What you are asked to do: Please copy the data exactly as it stands, minus the images.

Stored records:
■ ■ ■

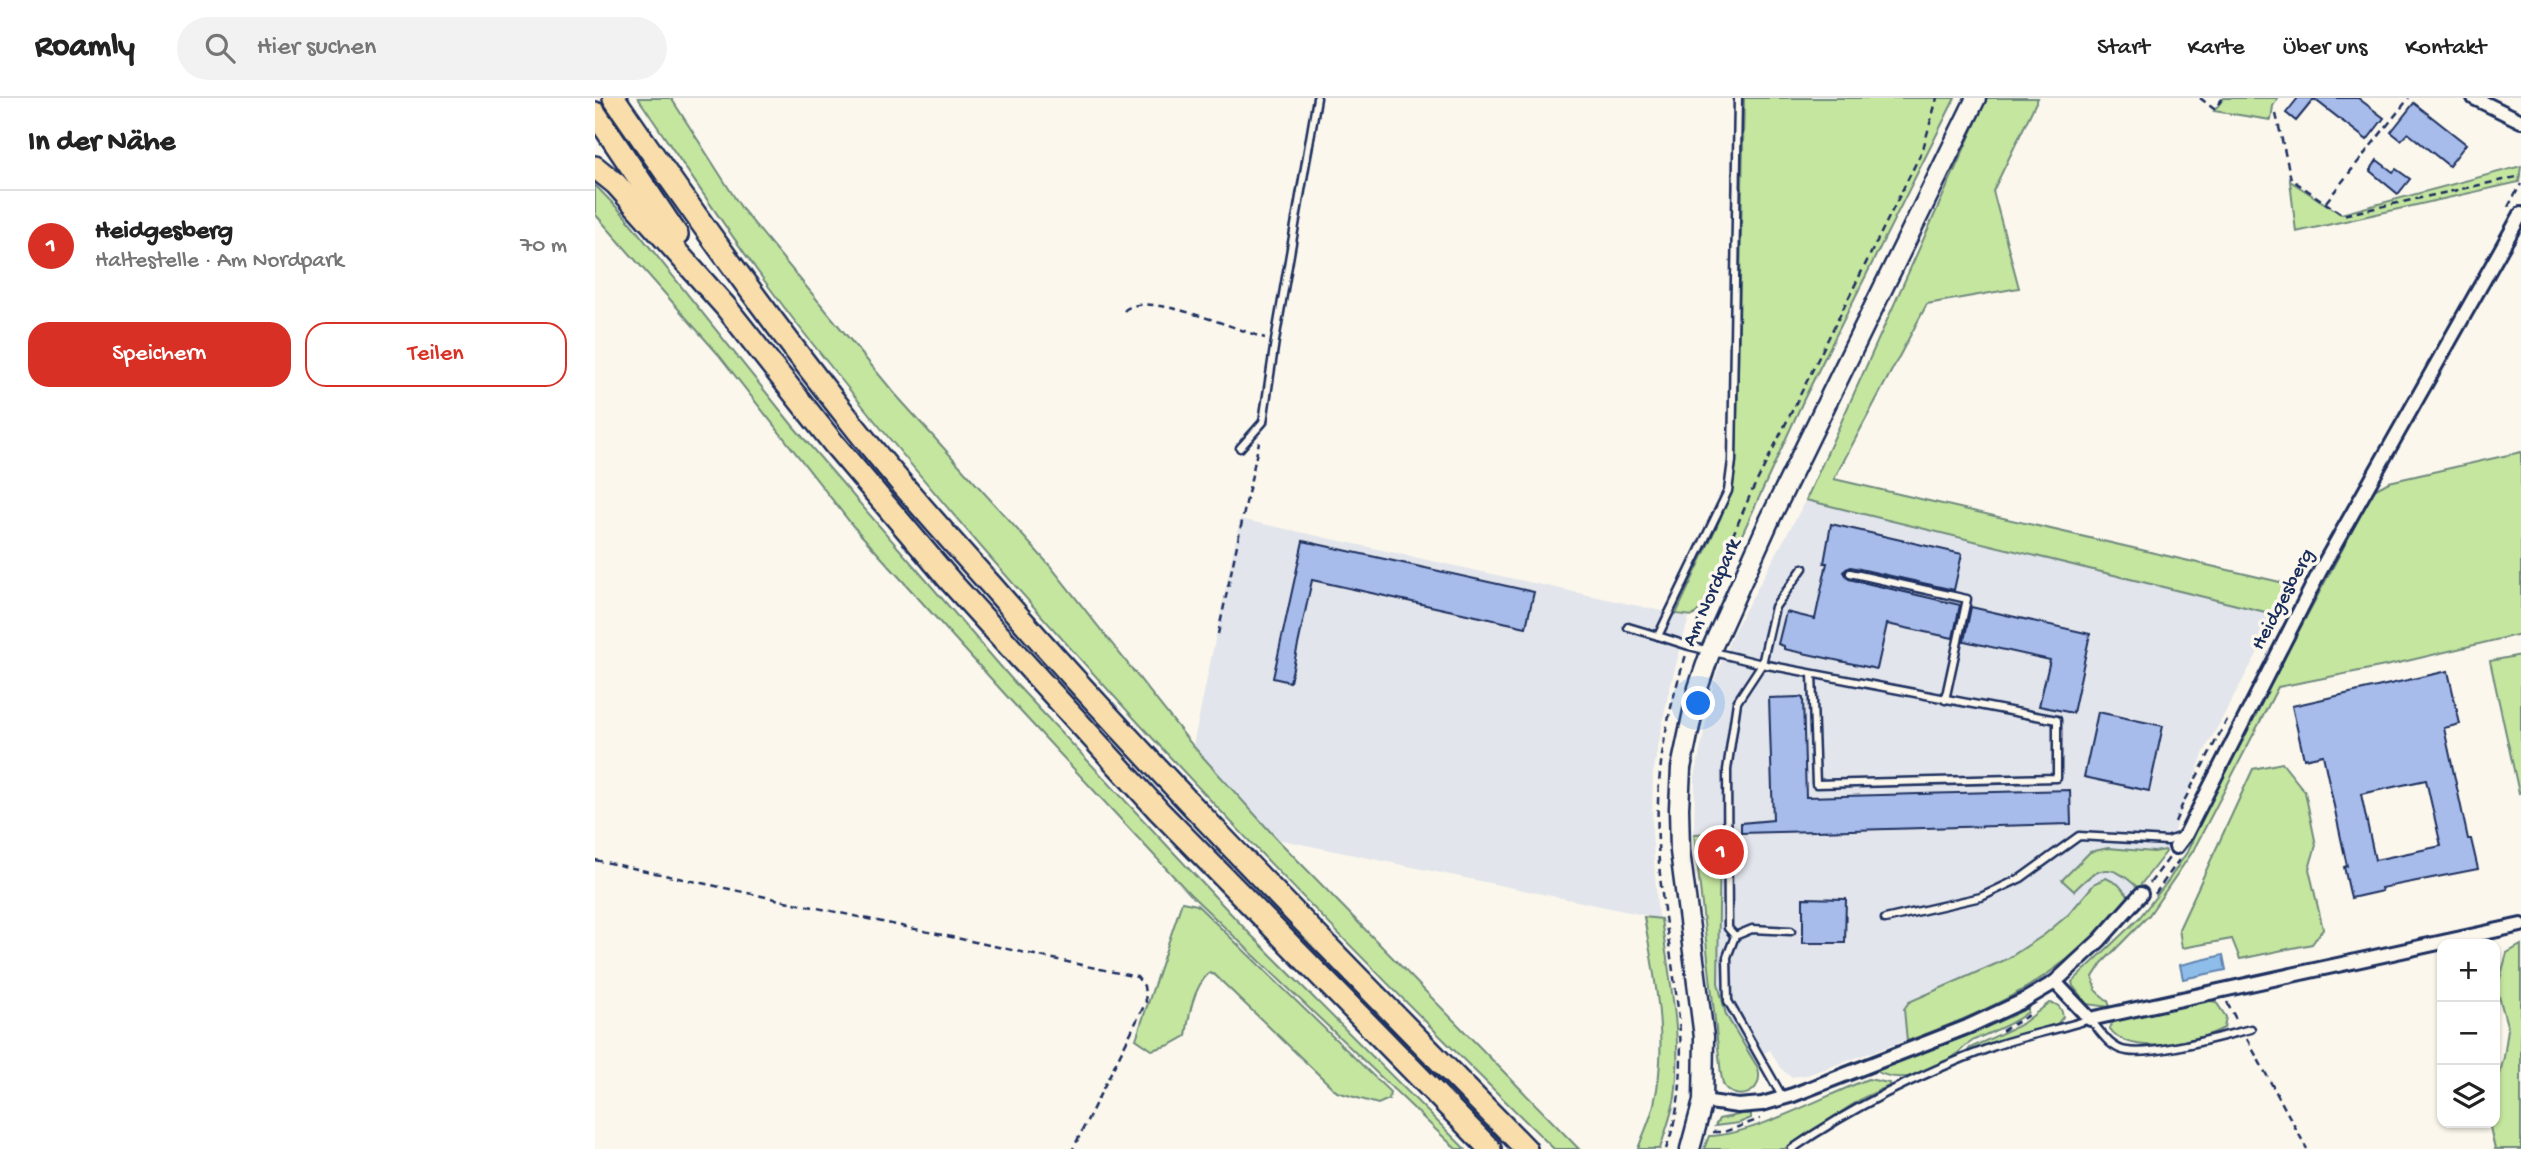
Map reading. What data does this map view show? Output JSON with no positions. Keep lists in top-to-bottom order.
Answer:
{
  "streets": {
    "street": ["Am Nordpark", "Heidgesberg"]
  },
  "page": {
    "header": "Roamly",
    "search": "Hier suchen",
    "nav": [
      "Start",
      "Karte",
      "Über uns",
      "Kontakt"
    ],
    "heading": "In der Nähe",
    "list": [
      {
        "mark": "1",
        "name": "Heidgesberg",
        "note": "Haltestelle · Am Nordpark",
        "value": "70 m"
      }
    ],
    "buttons": ["Speichern", "Teilen"],
    "pins": "1",
    "map_buttons": ["+", "−"]
  }
}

■ ■ ■

The completed task:
Map reading. What data does this map view show? Output JSON with no positions. Keep lists in top-to-bottom order.
Answer:
{
  "streets": {
    "street": ["Am Nordpark", "Heidgesberg"]
  },
  "page": {
    "header": "Roamly",
    "search": "Hier suchen",
    "nav": [
      "Start",
      "Karte",
      "Über uns",
      "Kontakt"
    ],
    "heading": "In der Nähe",
    "list": [
      {
        "mark": "1",
        "name": "Heidgesberg",
        "note": "Haltestelle · Am Nordpark",
        "value": "70 m"
      }
    ],
    "buttons": ["Speichern", "Teilen"],
    "pins": "1",
    "map_buttons": ["+", "−"]
  }
}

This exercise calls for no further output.